After that, if you run in a terminal dvc repro the data pipeline stages should be skipped and the new experiment stage launched. Depending on your project this might take a while to complete. Results will be logged to the experiment tracking server under the experiment-name section.

You can add, commit and push the changes:

git add dvc.yaml dvc.lock results/
git commit -m "Finished experiment"
git push
dvc push

Explore in detail the results logged and regardless of the success or failure of the experiment, open a pull request filling the corresponding experiment section.

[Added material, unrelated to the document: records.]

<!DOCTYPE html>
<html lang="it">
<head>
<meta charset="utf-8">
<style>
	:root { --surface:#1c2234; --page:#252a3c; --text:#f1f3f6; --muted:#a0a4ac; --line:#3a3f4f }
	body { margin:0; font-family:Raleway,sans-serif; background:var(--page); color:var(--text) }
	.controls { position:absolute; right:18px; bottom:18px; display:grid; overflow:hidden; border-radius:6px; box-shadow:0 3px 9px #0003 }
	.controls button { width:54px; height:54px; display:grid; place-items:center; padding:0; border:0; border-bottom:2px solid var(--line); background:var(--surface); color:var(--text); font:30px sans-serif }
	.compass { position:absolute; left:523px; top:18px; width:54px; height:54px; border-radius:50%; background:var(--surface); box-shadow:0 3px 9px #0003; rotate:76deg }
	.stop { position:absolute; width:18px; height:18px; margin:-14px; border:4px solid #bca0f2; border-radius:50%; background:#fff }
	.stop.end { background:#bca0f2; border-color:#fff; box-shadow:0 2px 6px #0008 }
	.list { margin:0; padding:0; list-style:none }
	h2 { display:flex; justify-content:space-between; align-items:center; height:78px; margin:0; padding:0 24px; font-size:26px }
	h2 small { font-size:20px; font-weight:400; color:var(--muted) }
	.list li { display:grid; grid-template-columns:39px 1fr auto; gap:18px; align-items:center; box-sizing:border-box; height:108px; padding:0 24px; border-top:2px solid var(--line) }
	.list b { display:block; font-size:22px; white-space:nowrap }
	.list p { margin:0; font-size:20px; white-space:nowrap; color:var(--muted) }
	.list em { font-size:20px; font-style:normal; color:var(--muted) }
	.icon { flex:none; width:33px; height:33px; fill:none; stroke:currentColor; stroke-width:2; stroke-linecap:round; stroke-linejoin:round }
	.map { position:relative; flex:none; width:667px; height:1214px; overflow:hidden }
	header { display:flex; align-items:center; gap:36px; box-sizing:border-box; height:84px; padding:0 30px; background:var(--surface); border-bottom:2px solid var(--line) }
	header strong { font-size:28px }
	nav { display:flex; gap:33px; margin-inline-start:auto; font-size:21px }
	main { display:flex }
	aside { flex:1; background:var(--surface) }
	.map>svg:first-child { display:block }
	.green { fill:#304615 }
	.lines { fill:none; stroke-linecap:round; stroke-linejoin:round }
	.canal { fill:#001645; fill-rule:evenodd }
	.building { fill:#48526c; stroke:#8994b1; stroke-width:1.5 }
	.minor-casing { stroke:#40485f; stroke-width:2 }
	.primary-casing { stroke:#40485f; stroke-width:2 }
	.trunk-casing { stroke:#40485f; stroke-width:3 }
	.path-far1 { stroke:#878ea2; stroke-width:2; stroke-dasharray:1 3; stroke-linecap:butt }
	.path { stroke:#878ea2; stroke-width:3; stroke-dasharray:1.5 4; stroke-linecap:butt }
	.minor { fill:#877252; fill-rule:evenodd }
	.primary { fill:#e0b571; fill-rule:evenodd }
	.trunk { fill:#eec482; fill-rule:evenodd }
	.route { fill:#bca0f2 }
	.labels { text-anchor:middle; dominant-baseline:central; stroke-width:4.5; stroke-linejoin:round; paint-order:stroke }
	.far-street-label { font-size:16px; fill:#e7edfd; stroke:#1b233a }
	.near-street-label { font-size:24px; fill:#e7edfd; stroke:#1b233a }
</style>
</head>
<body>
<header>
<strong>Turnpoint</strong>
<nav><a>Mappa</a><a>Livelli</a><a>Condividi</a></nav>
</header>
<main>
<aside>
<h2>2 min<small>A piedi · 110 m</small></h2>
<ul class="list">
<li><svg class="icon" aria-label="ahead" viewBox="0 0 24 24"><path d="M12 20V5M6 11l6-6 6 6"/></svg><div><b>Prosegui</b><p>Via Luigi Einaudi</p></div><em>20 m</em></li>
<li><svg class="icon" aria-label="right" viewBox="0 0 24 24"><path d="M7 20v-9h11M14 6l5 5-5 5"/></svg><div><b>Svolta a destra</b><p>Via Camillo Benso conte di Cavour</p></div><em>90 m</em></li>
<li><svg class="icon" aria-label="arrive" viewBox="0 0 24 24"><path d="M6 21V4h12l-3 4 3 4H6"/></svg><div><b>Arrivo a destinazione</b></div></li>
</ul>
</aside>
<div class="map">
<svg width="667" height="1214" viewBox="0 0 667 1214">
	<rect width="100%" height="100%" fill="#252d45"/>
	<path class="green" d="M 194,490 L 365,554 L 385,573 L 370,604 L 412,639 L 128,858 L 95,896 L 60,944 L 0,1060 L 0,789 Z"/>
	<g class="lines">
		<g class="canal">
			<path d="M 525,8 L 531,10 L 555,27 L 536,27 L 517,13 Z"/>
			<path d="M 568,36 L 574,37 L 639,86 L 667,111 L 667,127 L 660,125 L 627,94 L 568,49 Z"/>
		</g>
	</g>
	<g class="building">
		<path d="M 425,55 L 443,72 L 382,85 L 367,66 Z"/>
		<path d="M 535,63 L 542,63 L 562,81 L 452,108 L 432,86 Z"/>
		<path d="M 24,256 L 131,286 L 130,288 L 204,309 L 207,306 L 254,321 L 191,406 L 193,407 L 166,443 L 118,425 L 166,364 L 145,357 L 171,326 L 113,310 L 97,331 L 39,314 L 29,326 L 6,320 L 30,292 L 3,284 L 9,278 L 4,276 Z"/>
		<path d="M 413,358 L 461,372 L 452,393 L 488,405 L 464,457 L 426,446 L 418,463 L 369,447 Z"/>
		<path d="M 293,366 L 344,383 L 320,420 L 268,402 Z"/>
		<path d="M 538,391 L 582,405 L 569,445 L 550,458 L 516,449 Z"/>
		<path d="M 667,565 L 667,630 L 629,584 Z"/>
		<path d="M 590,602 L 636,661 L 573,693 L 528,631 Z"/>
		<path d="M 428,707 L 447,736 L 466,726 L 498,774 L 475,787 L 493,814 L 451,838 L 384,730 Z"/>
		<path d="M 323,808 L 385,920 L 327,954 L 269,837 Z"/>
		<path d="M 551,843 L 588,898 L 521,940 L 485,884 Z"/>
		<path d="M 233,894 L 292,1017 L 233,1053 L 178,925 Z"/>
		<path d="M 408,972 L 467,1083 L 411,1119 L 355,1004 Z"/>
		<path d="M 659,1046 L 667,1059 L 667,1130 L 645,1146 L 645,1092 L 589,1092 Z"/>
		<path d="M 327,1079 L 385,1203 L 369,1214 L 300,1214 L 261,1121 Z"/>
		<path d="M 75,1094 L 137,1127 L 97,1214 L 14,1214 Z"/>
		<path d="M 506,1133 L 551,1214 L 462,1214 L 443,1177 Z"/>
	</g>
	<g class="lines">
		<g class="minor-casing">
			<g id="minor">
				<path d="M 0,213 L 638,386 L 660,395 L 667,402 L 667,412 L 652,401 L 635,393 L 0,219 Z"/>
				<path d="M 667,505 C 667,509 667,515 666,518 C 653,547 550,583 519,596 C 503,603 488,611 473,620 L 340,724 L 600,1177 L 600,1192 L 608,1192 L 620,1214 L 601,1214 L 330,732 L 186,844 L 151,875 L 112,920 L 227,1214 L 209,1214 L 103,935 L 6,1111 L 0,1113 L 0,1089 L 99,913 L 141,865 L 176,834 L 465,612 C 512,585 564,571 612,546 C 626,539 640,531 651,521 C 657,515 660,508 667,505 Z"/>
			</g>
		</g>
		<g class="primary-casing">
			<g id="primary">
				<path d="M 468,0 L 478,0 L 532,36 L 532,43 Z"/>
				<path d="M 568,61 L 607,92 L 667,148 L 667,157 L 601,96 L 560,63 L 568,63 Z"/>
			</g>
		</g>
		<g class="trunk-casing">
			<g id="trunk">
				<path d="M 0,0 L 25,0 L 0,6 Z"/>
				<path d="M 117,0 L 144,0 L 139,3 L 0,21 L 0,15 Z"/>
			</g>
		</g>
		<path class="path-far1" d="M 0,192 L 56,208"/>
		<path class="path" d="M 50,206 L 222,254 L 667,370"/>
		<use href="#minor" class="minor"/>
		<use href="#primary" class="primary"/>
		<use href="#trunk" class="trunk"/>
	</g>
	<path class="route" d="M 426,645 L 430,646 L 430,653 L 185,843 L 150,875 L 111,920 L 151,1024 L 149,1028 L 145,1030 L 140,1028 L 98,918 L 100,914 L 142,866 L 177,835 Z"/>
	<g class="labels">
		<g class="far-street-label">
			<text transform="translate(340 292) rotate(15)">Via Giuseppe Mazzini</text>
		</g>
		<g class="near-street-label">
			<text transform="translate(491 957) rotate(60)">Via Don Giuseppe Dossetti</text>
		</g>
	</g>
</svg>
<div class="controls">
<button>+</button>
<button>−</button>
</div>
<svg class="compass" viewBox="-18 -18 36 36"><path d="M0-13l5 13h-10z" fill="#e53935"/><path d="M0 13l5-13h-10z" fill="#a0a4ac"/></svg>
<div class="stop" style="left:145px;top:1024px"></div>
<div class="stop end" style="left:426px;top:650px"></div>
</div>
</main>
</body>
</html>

The background mystery: segmentation masks

Typically we assume the existence of the background class when we define our classes using the COCO annotations schema, in this schema we start counting our classes ids in 1, i.e. {"id": 1, "name": "car"}, {"id": 2, "name": "boat"}...; following this, the id 0 is always reserved for the background class, although it isn't explicitly defined. After processing our COCO annotations with the help of coco_to_mmsegmentation.py script, a bunch of masks are created, one per image. These masks are numpy arrays which contain the ground truth segmentation class for each pixel of the image: this class can be background (represented by a 0) or any of the defined classes (represented by their corresponding class id). The absence of an user defined class for a pixel is handled like if it was a background pixel. Therefore, it isn't necessary to explicitly annotate the background of your images. Think about it, it would be very inconvenient to annotate every background pixel of an image, so in the end we just annotate the most interesting parts of it (our defined classes) and let the coco_to_mmsegmentation.py script automatically "annotate" all the background pixels. This is very helpful, but you shouldn't forget about the background class just because you don't have to annotate it.